Pull out each line of the records holding the string "button".

━━━━━ Data ━━━━━

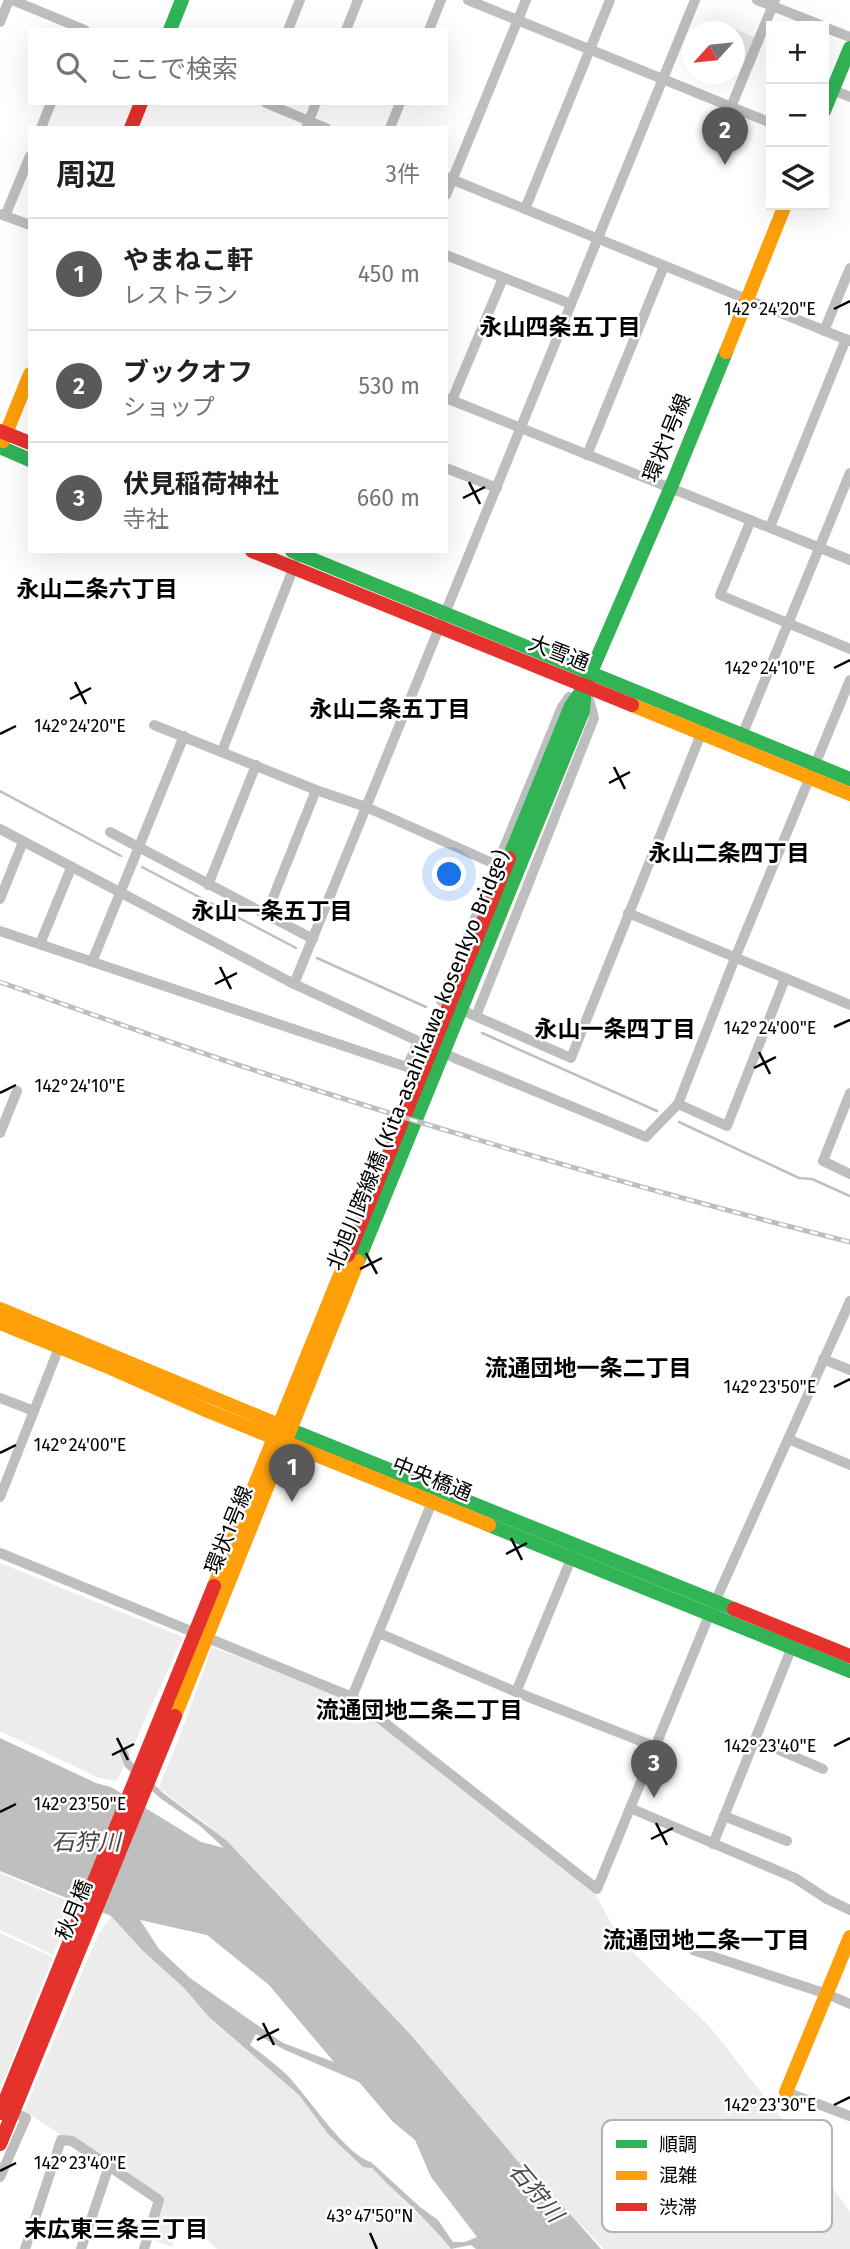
<!DOCTYPE html>
<html lang="ja">
<head>
<meta charset="utf-8">
<style>
	body { margin:0; font-family:"Fira Sans","Noto Sans JP",sans-serif; background:#f6f6f6; color:#202124 }
	.controls { position:absolute; right:21px; top:21px; display:grid; overflow:hidden; border-radius:0px; box-shadow:0 7px 28px #0002 }
	.controls button { width:63px; height:63px; display:grid; place-items:center; padding:0; border:0; border-bottom:2px solid #e0e0e0; background:#fff; color:#202124; font:35px sans-serif }
	.compass { position:absolute; left:682px; top:21px; width:63px; height:63px; border-radius:50%; background:#fff; box-shadow:0 7px 28px #0002; rotate:243deg }
	.you { position:absolute; left:450px; top:875px; width:24px; height:24px; margin:-18px; border:5px solid #fff; border-radius:50%; background:#1a73e8; box-shadow:0 0 0 10px #1a73e833 }
	.badge { display:grid; place-items:center; width:46px; height:46px; border-radius:50%; background:#595959; color:#fff; font-size:23px; font-weight:700 }
	.pin { position:absolute; translate:-50% -58px; filter:drop-shadow(0 2px 4px #0008) }
	.pin::after { content:''; position:absolute; top:37px; width:24px; height:21px; background:inherit; clip-path:polygon(0 0,100% 0,50% 100%) }
	.list { margin:0; padding:0; list-style:none }
	h2 { display:flex; justify-content:space-between; align-items:center; height:91px; margin:0; padding:0 28px; font-size:30px }
	h2 small { font-size:23px; font-weight:400; color:#757577 }
	.list li { display:grid; grid-template-columns:46px 1fr auto; gap:21px; align-items:center; box-sizing:border-box; height:112px; padding:0 28px; border-top:2px solid #e0e0e0 }
	.list b { display:block; font-size:26px; white-space:nowrap }
	.list p { margin:0; font-size:23px; white-space:nowrap; color:#757577 }
	.list em { font-size:23px; font-style:normal; color:#757577 }
	.icon { flex:none; width:38px; height:38px; fill:none; stroke:currentColor; stroke-width:2; stroke-linecap:round; stroke-linejoin:round }
	.map { position:relative; flex:none; width:850px; height:2249px; overflow:hidden }
	.search { position:absolute; background:#fff; box-shadow:0 7px 28px #0002; left:28px; top:28px; width:420px; height:77px; display:flex; align-items:center; gap:18px; box-sizing:border-box; padding:0 24px; border-radius:0px; color:#757577; font-size:26px }
	.panel { position:absolute; background:#fff; box-shadow:0 7px 28px #0002; left:28px; top:126px; width:420px; height:427px; border-radius:0px }
	.map>svg:first-child { display:block }
	.green { fill:#ececec }
	.water { fill:#bfbfbf; fill-rule:evenodd }
	.lines { fill:none; stroke-linecap:round; stroke-linejoin:round }
	.stream { stroke:#bfbfbf; stroke-width:2.5 }
	.street { stroke:#bebebe; stroke-width:10 }
	.fast { stroke:#30b455; stroke-width:14 }
	.slow { stroke:#ff9f0a; stroke-width:14 }
	.jam { stroke:#e5322d; stroke-width:14 }
	.rail-casing { stroke:#bebebe; stroke-width:5 }
	.rail { stroke:#fff; stroke-width:2.5; stroke-dasharray:8; stroke-linecap:butt }
	.ticks { fill:none; stroke:#000; stroke-width:2.5 }
	.labels { text-anchor:middle; dominant-baseline:central; stroke-width:5; stroke-linejoin:round; paint-order:stroke }
	.street-label { font-size:21px; fill:#000; stroke:#fff }
	.neighbourhood-label { font-size:23px; font-weight:bold; fill:#000; stroke:#fff }
	.water-label { font-size:23px; font-style:italic; fill:#444; stroke:#fff }
	.key { fill:#fff; stroke:#b2b2b2; stroke-width:2 }
	.key-label { font-size:19px; fill:#000 }
	.ticks-label { font-size:18px; text-anchor:middle; fill:#000; stroke:#fff; stroke-width:5; stroke-linejoin:round; paint-order:stroke }
</style>
</head>
<body>
<div class="map">
<svg width="850" height="2249" viewBox="0 0 850 2249">
	<rect width="100%" height="100%" fill="#fff"/>
	<g class="green">
		<path d="M 726,25 L 756,38 L 742,70 L 735,67 L 734,32 L 723,32 Z"/>
		<path d="M 0,1563 L 183,1637 L 117,1781 L 99,1778 L 0,1731 Z"/>
		<path d="M 212,1647 L 353,1701 L 594,1892 L 621,1941 L 710,2027 L 811,2156 L 850,2212 L 850,2249 L 604,2249 L 563,2206 L 532,2178 L 209,1826 L 158,1788 L 178,1741 Z"/>
		<path d="M 0,1873 L 75,1904 L 53,1955 L 0,1930 Z"/>
		<path d="M 111,1916 L 143,1951 L 184,1988 L 209,2017 L 299,2095 L 328,2134 L 372,2168 L 412,2209 L 432,2225 L 451,2249 L 217,2249 L 183,2218 L 172,2247 L 150,2239 L 161,2198 L 24,2111 L 98,1935 Z"/>
		<path d="M 0,1933 L 53,1957 L 0,2089 Z"/>
	</g>
	<path class="water" d="M 0,1738 L 96,1783 L 111,1787 L 201,1842 L 224,1848 L 200,1826 L 160,1798 L 125,1767 L 119,1751 L 126,1747 L 131,1761 L 163,1793 L 226,1840 L 410,2034 L 532,2178 L 563,2206 L 601,2249 L 476,2249 L 471,2245 L 451,2249 C 428,2219 398,2196 372,2168 L 363,2167 L 328,2134 L 299,2095 L 209,2017 L 184,1988 L 143,1951 L 111,1916 L 0,1871 ZM 140,1920 L 207,1935 L 269,1985 L 334,2062 L 283,2043 L 190,1978 L 159,1949 ZM 256,2034 L 285,2050 L 359,2082 L 393,2122 L 415,2140 L 431,2177 L 477,2237 L 465,2242 L 453,2242 L 438,2220 L 420,2207 L 371,2162 C 346,2155 308,2097 288,2076 C 277,2065 263,2055 250,2045 Z"/>
	<g class="lines">
		<g class="stream">
			<path d="M 0,791 L 121,856"/>
			<path d="M 142,867 L 296,948"/>
			<path d="M 317,958 L 426,1007"/>
			<path d="M 482,1033 L 657,1111"/>
			<path d="M 679,1122 L 799,1178 L 812,1179 L 850,1196"/>
		</g>
		<g class="street">
			<path d="M 12,0 L 85,30"/>
			<path d="M 468,0 L 771,123"/>
			<path d="M 757,0 L 823,26"/>
			<path d="M 0,22 L 9,0"/>
			<path d="M 824,27 L 850,37"/>
			<path d="M 288,30 L 300,0"/>
			<path d="M 346,30 L 358,0"/>
			<path d="M 429,30 L 441,0"/>
			<path d="M 833,90 L 850,97"/>
			<path d="M 266,103 L 326,128"/>
			<path d="M 731,107 L 775,0"/>
			<path d="M 41,128 L 51,103"/>
			<path d="M 306,128 L 316,103"/>
			<path d="M 390,128 L 400,103"/>
			<path d="M 446,177 L 850,341"/>
			<path d="M 446,195 L 526,0"/>
			<path d="M 525,209 L 610,0"/>
			<path d="M 0,214 L 30,225"/>
			<path d="M 5,216 L 30,156"/>
			<path d="M 446,255 L 571,304"/>
			<path d="M 824,331 L 850,268"/>
			<path d="M 446,398 L 850,560"/>
			<path d="M 452,400 L 503,278"/>
			<path d="M 587,455 L 664,266"/>
			<path d="M 446,468 L 497,488"/>
			<path d="M 751,520 L 720,595 L 850,649"/>
			<path d="M 770,527 L 846,339"/>
			<path d="M 569,697 L 562,707 L 441,1001 L 571,1058 L 703,729"/>
			<path d="M 154,725 L 316,790 L 366,807 L 497,865"/>
			<path d="M 741,738 L 850,473"/>
			<path d="M 222,751 L 295,564"/>
			<path d="M 0,829 L 294,984 L 459,1060 L 646,1137 L 678,1104 L 735,958 L 850,680"/>
			<path d="M 110,832 L 313,939"/>
			<path d="M 208,885 L 256,765"/>
			<path d="M 0,899 L 23,842"/>
			<path d="M 628,913 L 850,1005"/>
			<path d="M 266,915 L 316,790"/>
			<path d="M 0,931 L 407,1067 L 418,1042"/>
			<path d="M 40,944 L 71,868"/>
			<path d="M 92,962 L 184,736"/>
			<path d="M 294,984 L 695,0"/>
			<path d="M 476,1016 L 594,718 L 588,696"/>
			<path d="M 850,1093 L 823,1161 L 850,1174"/>
			<path d="M 678,1104 L 727,1126 L 785,979"/>
			<path d="M 0,1133 L 17,1091"/>
			<path d="M 823,1359 L 850,1370"/>
			<path d="M 0,1398 L 34,1411"/>
			<path d="M 788,1439 L 850,1465"/>
			<path d="M 0,1497 L 62,1340"/>
			<path d="M 0,1553 L 352,1697 L 597,1889 L 710,1613 L 850,1301"/>
			<path d="M 379,1633 L 516,1692 L 656,1747"/>
			<path d="M 516,1692 L 574,1552"/>
			<path d="M 352,1697 L 435,1495"/>
			<path d="M 756,1740 L 823,1769"/>
			<path d="M 630,1808 L 795,1878 L 827,1899 L 850,1910"/>
			<path d="M 724,1816 L 787,1841"/>
			<path d="M 713,1844 L 794,1642"/>
			<path d="M 693,1950 L 827,1994 L 850,2004"/>
			<path d="M 786,2092 L 850,2116"/>
			<path d="M 0,2177 L 26,2118 L 9,2110"/>
			<path d="M 25,2249 L 61,2140 L 72,2141 L 159,2200 L 144,2249"/>
			<path d="M 81,2249 L 109,2166"/>
		</g>
		<g class="fast">
			<path d="M 170,30 L 182,0"/>
			<path d="M 824,111 L 850,48"/>
			<path d="M 0,447 L 30,460"/>
			<path d="M 292,551 L 850,779"/>
			<path d="M 509,858 L 571,706 L 585,686 L 671,487 L 726,352"/>
			<path d="M 358,1261 L 583,711 L 585,686"/>
			<path d="M 286,1428 L 734,1609"/>
			<path d="M 489,1525 L 850,1671"/>
		</g>
		<g class="slow">
			<path d="M 726,352 L 785,205"/>
			<path d="M 3,441 L 30,374"/>
			<path d="M 632,705 L 850,794"/>
			<path d="M 0,1309 L 286,1428"/>
			<path d="M 0,1323 L 111,1368 L 208,1411 L 489,1525"/>
			<path d="M 214,1586 L 348,1255"/>
			<path d="M 175,1716 L 358,1261"/>
			<path d="M 786,2092 L 850,1937"/>
		</g>
		<g class="jam">
			<path d="M 131,128 L 141,103"/>
			<path d="M 0,431 L 30,443"/>
			<path d="M 252,551 L 632,705"/>
			<path d="M 348,1255 L 509,858"/>
			<path d="M 734,1609 L 850,1656"/>
			<path d="M 0,2113 L 214,1586"/>
			<path d="M 0,2144 L 175,1716"/>
		</g>
		<g class="rail-casing">
			<path id="rail" d="M 0,982 C 87,1012 173,1044 260,1072 C 454,1135 652,1192 850,1242"/>
		</g>
		<use href="#rail" class="rail"/>
	</g>
	<path class="ticks" d="M 834,309 L 850,301M 469,482 L 480,504M 463,498 L 485,487M 834,668 L 850,660M 75,682 L 86,704M 70,699 L 91,688M 0,734 L 16,726M 614,767 L 625,789M 609,783 L 630,772M 220,967 L 231,989M 215,984 L 237,973M 834,1027 L 850,1020M 759,1052 L 770,1074M 754,1068 L 776,1057M 0,1093 L 16,1085M 366,1253 L 377,1274M 360,1269 L 382,1258M 834,1387 L 850,1379M 0,1453 L 16,1445M 511,1538 L 522,1560M 506,1554 L 527,1543M 117,1738 L 128,1760M 834,1746 L 850,1738M 112,1755 L 134,1744M 0,1812 L 16,1804M 656,1823 L 667,1845M 651,1839 L 673,1828M 263,2023 L 274,2045M 257,2040 L 279,2029M 834,2105 L 850,2097M 0,2171 L 16,2163M 370,2233 L 377,2249"/>
	<g class="labels">
		<g class="street-label">
			<text transform="translate(667 438) rotate(-68)">環状1号線</text>
			<text transform="translate(559 653) rotate(21)">大雪通</text>
			<text transform="translate(418 1060) rotate(-68)">北旭川跨線橋 (Kita-asahikawa kosenkyo Bridge)</text>
			<text transform="translate(432 1479) rotate(22)">中央橋通</text>
			<text transform="translate(229 1530) rotate(-68)">環状1号線</text>
			<text transform="translate(74 1910) rotate(-68)">秋月橋</text>
		</g>
		<g class="neighbourhood-label">
			<text x="560" y="327">永山四条五丁目</text>
			<text x="97" y="589">永山二条六丁目</text>
			<text x="390" y="709">永山二条五丁目</text>
			<text x="729" y="853">永山二条四丁目</text>
			<text x="272" y="911">永山一条五丁目</text>
			<text x="615" y="1029">永山一条四丁目</text>
			<text x="588" y="1368">流通団地一条二丁目</text>
			<text x="419" y="1710">流通団地二条二丁目</text>
			<text x="706" y="1940">流通団地二条一丁目</text>
			<text x="116" y="2229">末広東三条三丁目</text>
		</g>
		<g class="water-label">
			<text x="86" y="1842">石狩川</text>
			<text transform="translate(536 2192) rotate(50)">石狩川</text>
		</g>
	</g>
	<rect x="602" y="2120" width="230" height="112" rx="10" class="key"/>
	<rect x="616" y="2140" width="31" height="8" fill="#30b455"/>
	<rect x="616" y="2171" width="31" height="9" fill="#ff9f0a"/>
	<rect x="616" y="2203" width="31" height="8" fill="#e5322d"/>
	<g class="key-label">
		<text x="659" y="2151">順調</text>
		<text x="659" y="2182">混雑</text>
		<text x="659" y="2214">渋滞</text>
	</g>
	<g class="ticks-label">
		<text x="770" y="315">142°24'20"E</text>
		<text x="770" y="674">142°24'10"E</text>
		<text x="80" y="732">142°24'20"E</text>
		<text x="770" y="1034">142°24'00"E</text>
		<text x="80" y="1092">142°24'10"E</text>
		<text x="770" y="1393">142°23'50"E</text>
		<text x="80" y="1451">142°24'00"E</text>
		<text x="770" y="1752">142°23'40"E</text>
		<text x="80" y="1810">142°23'50"E</text>
		<text x="770" y="2111">142°23'30"E</text>
		<text x="80" y="2169">142°23'40"E</text>
		<text x="370" y="2222">43°47'50"N</text>
	</g>
</svg>
<div class="controls">
<button>+</button>
<button>−</button>
<button><svg class="icon" aria-label="layers" viewBox="0 0 24 24"><path d="M12 4l9 5-9 5-9-5zM3 14l9 5 9-5"/></svg></button>
</div>
<svg class="compass" viewBox="-18 -18 36 36"><path d="M0-13l5 13h-10z" fill="#e53935"/><path d="M0 13l5-13h-10z" fill="#757577"/></svg>
<div class="you"></div>
<div class="pin badge" style="left:292px;top:1502px">1</div>
<div class="pin badge" style="left:725px;top:165px">2</div>
<div class="pin badge" style="left:654px;top:1798px">3</div>
<div class="search"><svg class="icon" aria-label="search" viewBox="0 0 24 24"><circle cx="10" cy="10" r="6"/><path d="M15 15l6 6"/></svg>ここで検索</div>
<section class="panel">
<h2>周辺<small>3件</small></h2>
<ul class="list">
<li><span class="badge">1</span><div><b>やまねこ軒</b><p>レストラン</p></div><em>450 m</em></li>
<li><span class="badge">2</span><div><b>ブックオフ</b><p>ショップ</p></div><em>530 m</em></li>
<li><span class="badge">3</span><div><b>伏見稲荷神社</b><p>寺社</p></div><em>660 m</em></li>
</ul>
</section>
</div>
</body>
</html>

━━━━━

_Output for this exercise_.
	.controls button { width:63px; height:63px; display:grid; place-items:center; padding:0; border:0; border-bottom:2px solid #e0e0e0; background:#fff; color:#202124; font:35px sans-serif }
<button>+</button>
<button>−</button>
<button><svg class="icon" aria-label="layers" viewBox="0 0 24 24"><path d="M12 4l9 5-9 5-9-5zM3 14l9 5 9-5"/></svg></button>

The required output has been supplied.